Using machine learning to perform deep statistical analysis on league of legends match data
When I initially started this project, I just wanted to graph the win probability at the start of any game. After refining this idea further, I realized that win probability estimation at any given timestep is far more valuable. It allows for calculating metrics such as WPA which is very powerful in such a high dimensional strategy game like league of legends. I then had the vision of creating a web application that allows users to review their games in a very fast and efficient manner. They should be able to look up their match history, and after selecting a game, be presented with a collection of visuals to help them identify their mistakes and any events that cost them the win the most.
https://thomasythuang.github.io/League-Predictor/
The first step was to develop the win probability estimation model. The first idea that came to my mind was to simply vectorize the current state of the game and pass that through a multi-layer perceptrion. I then looked up the latest machine learning research on the subject. Even after comparing Transformers, LSTMs, and GRUs, the best architecture by a large margin for win probability estimation is MLP.
I used the Riot Games API to download about 540,000 games of league of legends timeline data. Each formatted was formatted in JSON and contained a list of frames which stored an array of events that happened in every minute. This allowed me to parse the events individually and reconstruct the state of the game at any given point during the game. In order to prevent data leaking and overfitting, I selected one random timestamp per game and stored the entire training and validation datasets using the LMDB format for fast data storage and retrieval during training. Due to the small size of the neural network and low latency from the dataset format, training the neural network was quite fast and the loss only required a couple hours to converge. It also displayed no initial signs of overfitting signalling good generalization capabilities which was later confirmed by the low ECE score on the testing set(2.97%).
After having complete training, it was now time to properly test the model and ensure the app worked correctly. I wrote some integrity tests to ensure the model's predictions matched the webapp version and included these tests as part of the CI/CD pipeline. It was also important to calculate the functional metrics about the model which in my case was the above reliability diagram. I used temperature scaling to ensure the model is properly calibrated, and was able to achieve an Expected Calibration Error of 1.02% on the validation set.

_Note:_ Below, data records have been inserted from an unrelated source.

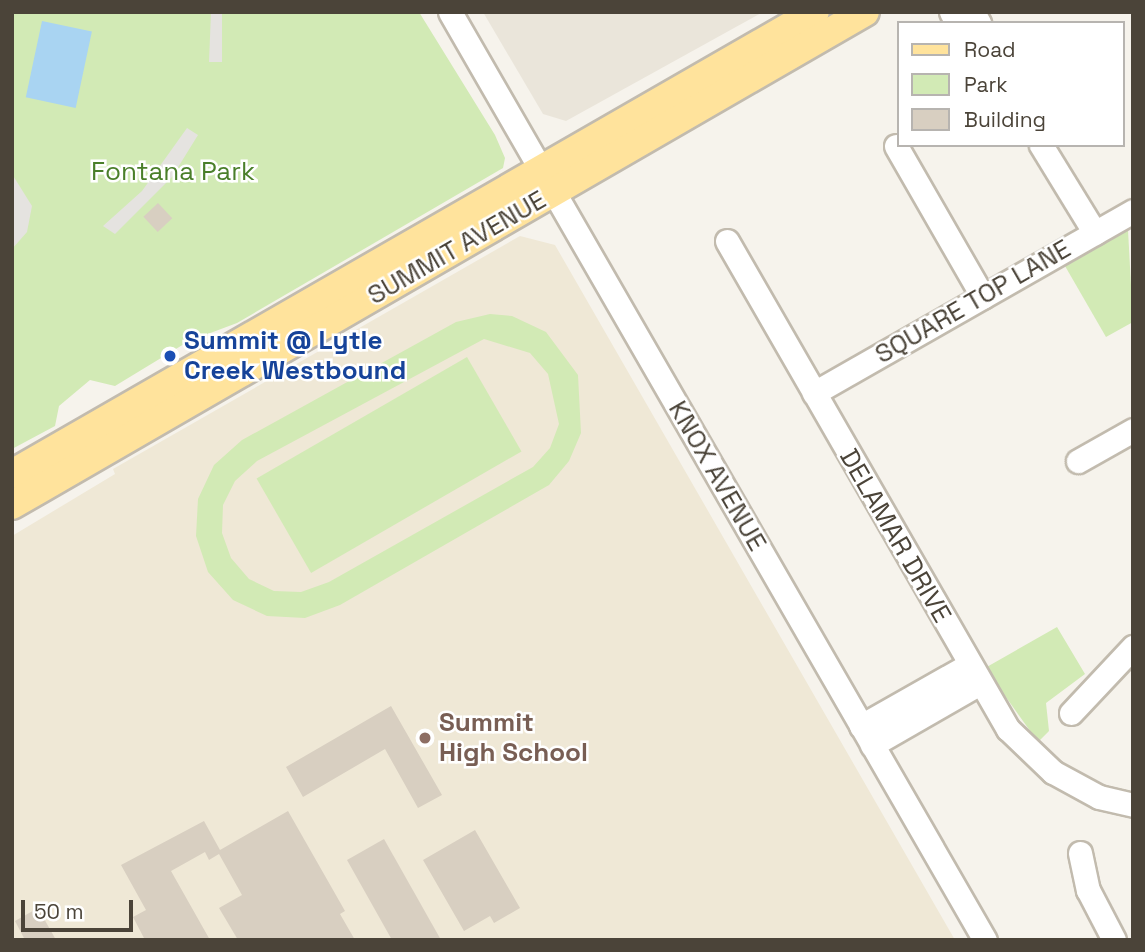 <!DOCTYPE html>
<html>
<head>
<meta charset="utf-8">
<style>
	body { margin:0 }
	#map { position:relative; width:1145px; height:952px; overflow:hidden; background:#f6f3ec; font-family:"Space Grotesk",sans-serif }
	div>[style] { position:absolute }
	.residential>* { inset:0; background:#eae5da }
	.education>* { inset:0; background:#efe8d6 }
	.green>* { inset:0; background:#d2eab5; transform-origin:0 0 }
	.parking>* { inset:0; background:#e5e3e0 }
	.water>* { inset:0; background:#a9d4f2; transform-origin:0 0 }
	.building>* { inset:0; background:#d8cfc1; transform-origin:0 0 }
	.roads { filter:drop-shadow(2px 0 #c2bbae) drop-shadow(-2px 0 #c2bbae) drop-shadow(0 2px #c2bbae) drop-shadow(0 -2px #c2bbae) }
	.minor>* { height:23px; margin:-11.5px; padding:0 11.5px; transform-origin:11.5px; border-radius:11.5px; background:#fff }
	.major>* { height:28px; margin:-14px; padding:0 14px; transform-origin:14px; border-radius:14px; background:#ffe39c }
	.dots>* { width:19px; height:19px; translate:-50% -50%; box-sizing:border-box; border:4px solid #fff; border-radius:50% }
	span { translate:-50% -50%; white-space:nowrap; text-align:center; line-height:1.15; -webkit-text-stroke:5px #fff; paint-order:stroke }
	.park-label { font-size:26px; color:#4a7f2a }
	.street-label { font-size:26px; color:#4b4439 }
	.transit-label { font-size:26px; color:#164399; font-weight:700 }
	.left { translate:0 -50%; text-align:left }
	.education-label { font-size:26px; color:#785e54; font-weight:700 }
	.frame { position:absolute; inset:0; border:14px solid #4b4439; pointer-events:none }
	.legend { position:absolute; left:897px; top:21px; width:228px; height:126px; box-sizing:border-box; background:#fff; border:2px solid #b7b4b0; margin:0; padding:9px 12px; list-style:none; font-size:21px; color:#4b4439 }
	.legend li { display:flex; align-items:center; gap:14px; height:35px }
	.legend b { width:35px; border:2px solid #b7b4b0 }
	.scale { position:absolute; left:21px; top:900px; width:112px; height:32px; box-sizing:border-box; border:4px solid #4b4439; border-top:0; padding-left:9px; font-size:21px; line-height:24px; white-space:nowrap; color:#4b4439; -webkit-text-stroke:5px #fff; paint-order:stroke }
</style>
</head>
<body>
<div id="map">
	<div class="residential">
		<div style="clip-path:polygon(483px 12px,763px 12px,566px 121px,543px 114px)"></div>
	</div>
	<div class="education">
		<div style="clip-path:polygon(520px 236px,555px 245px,955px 940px,12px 940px,12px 536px,115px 474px,113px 469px)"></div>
	</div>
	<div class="green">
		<div style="clip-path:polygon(12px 12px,419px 12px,495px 135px,505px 158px,503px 168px,237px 323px,189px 341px,115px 386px,90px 380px,59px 406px,55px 426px,12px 449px)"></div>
		<div style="clip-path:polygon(1128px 230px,1133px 322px,1106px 337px,1065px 266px)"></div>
		<div style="clip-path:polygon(evenodd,490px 314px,512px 316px,546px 332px,578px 375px,581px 433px,569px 461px,549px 485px,340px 605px,305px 618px,267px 616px,233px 600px,208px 572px,196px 536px,198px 499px,214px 465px,242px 440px,456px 322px,490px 314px,484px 339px,530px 353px,548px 374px,559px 424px,550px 448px,533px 467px,329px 582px,301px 592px,274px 591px,249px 579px,231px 558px,222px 533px,223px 505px,235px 481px,257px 461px,484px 339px)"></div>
		<div style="left:467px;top:357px;width:109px;height:243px;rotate:60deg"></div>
		<div style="clip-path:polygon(1057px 627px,1085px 674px,1046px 703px,1049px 731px,1038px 742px,985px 668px)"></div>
	</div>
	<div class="parking">
		<div style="clip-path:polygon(211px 12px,222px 12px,222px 62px,209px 62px)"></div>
		<div style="clip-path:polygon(187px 128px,198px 135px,172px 177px,115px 234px,103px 226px,142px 191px)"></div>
		<div style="clip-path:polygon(12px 174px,32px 206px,27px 232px,12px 249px)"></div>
	</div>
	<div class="water">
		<div style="left:42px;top:21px;width:51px;height:78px;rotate:12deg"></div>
	</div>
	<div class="building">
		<div style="left:158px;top:203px;width:21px;height:20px;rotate:47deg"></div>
		<div style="clip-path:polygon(391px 706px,442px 795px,418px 808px,385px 749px,303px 797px,286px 767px)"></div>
		<div style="clip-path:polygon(288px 811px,345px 911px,340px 914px,355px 940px,238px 940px,219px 908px,242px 895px,219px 854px,209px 860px,205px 852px,171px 871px,210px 940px,145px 940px,133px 917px,146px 910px,121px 865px,204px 821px,220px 850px)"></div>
		<div style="clip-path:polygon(475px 830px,520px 908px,494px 923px,490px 916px,464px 931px,423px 860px)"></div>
		<div style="clip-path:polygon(384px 839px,441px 940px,392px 940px,347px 860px)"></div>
		<div style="clip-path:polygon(38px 908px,56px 940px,25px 940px,15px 921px)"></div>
	</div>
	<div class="roads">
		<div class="minor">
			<div style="left:450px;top:12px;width:1071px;rotate:60.04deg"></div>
			<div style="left:951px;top:12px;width:13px;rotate:61deg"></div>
			<div style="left:973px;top:12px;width:13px;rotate:61deg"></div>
			<div style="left:1041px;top:145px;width:103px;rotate:58.5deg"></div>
			<div style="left:896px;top:146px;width:174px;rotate:60.1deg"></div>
			<div style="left:727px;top:241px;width:563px;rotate:60.07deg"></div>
			<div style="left:1008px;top:729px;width:62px;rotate:43.7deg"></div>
			<div style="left:1053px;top:772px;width:52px;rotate:28.5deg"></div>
			<div style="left:1099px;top:797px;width:35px;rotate:13deg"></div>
			<div style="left:814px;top:393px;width:367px;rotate:-29.7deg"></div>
			<div style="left:1078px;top:461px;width:63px;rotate:-29.4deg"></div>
			<div style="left:1071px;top:713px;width:91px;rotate:-46.8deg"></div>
			<div style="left:861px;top:726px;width:124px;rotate:-29.5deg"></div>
			<div style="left:872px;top:745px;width:125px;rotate:-29.9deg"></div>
			<div style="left:1080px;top:853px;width:38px;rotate:78deg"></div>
			<div style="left:1088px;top:890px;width:56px;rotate:62.5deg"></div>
		</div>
		<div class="major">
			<div style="left:12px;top:474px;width:926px;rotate:-29.91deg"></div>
			<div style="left:12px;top:505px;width:985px;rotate:-30.03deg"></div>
		</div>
	</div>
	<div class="dots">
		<div style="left:170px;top:356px;background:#1a4fb4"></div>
		<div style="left:425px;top:738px;background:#8d6e63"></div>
	</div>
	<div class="park-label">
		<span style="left:173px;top:172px">Fontana Park</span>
	</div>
	<div class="street-label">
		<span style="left:457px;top:248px;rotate:-30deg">SUMMIT AVENUE</span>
		<span style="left:973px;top:302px;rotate:-30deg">SQUARE TOP LANE</span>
		<span style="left:717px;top:476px;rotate:60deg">KNOX AVENUE</span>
		<span style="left:895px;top:536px;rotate:60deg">DELAMAR DRIVE</span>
	</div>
	<div class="transit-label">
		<span class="left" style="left:184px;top:356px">Summit @ Lytle<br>Creek Westbound</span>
	</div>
	<div class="education-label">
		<span class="left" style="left:439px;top:738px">Summit<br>High School</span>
	</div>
	<div class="frame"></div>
	<ul class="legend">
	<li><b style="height:9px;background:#ffe39c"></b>Road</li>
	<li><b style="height:19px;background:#d2eab5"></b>Park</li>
	<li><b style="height:19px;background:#d8cfc1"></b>Building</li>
	</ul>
	<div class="scale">50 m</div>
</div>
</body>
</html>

The final step was to deploy the model on a backend server. I used the ONNX library to load and deploy the model on the backend nodejs server. The model first had to be converted from a pytorch state dict to a .onnx binary first using the pytorch-onnx python package. After loading the model on the server and setting up the proper endpoints for the frontend-backend communication, the app was ready to use. I was even able to setup a feature to isolate per event win probability added in a specific game. The idea is quite simple, using the model we can predict win probability right before the event occured, and immediately afterwards. Subtracting these two number's gives us the *delta* or the difference between win probabilities before and after the event. This is also known as WPA or Win Probability Added which is commonly used in sports to quantify a player's contribution towards a win.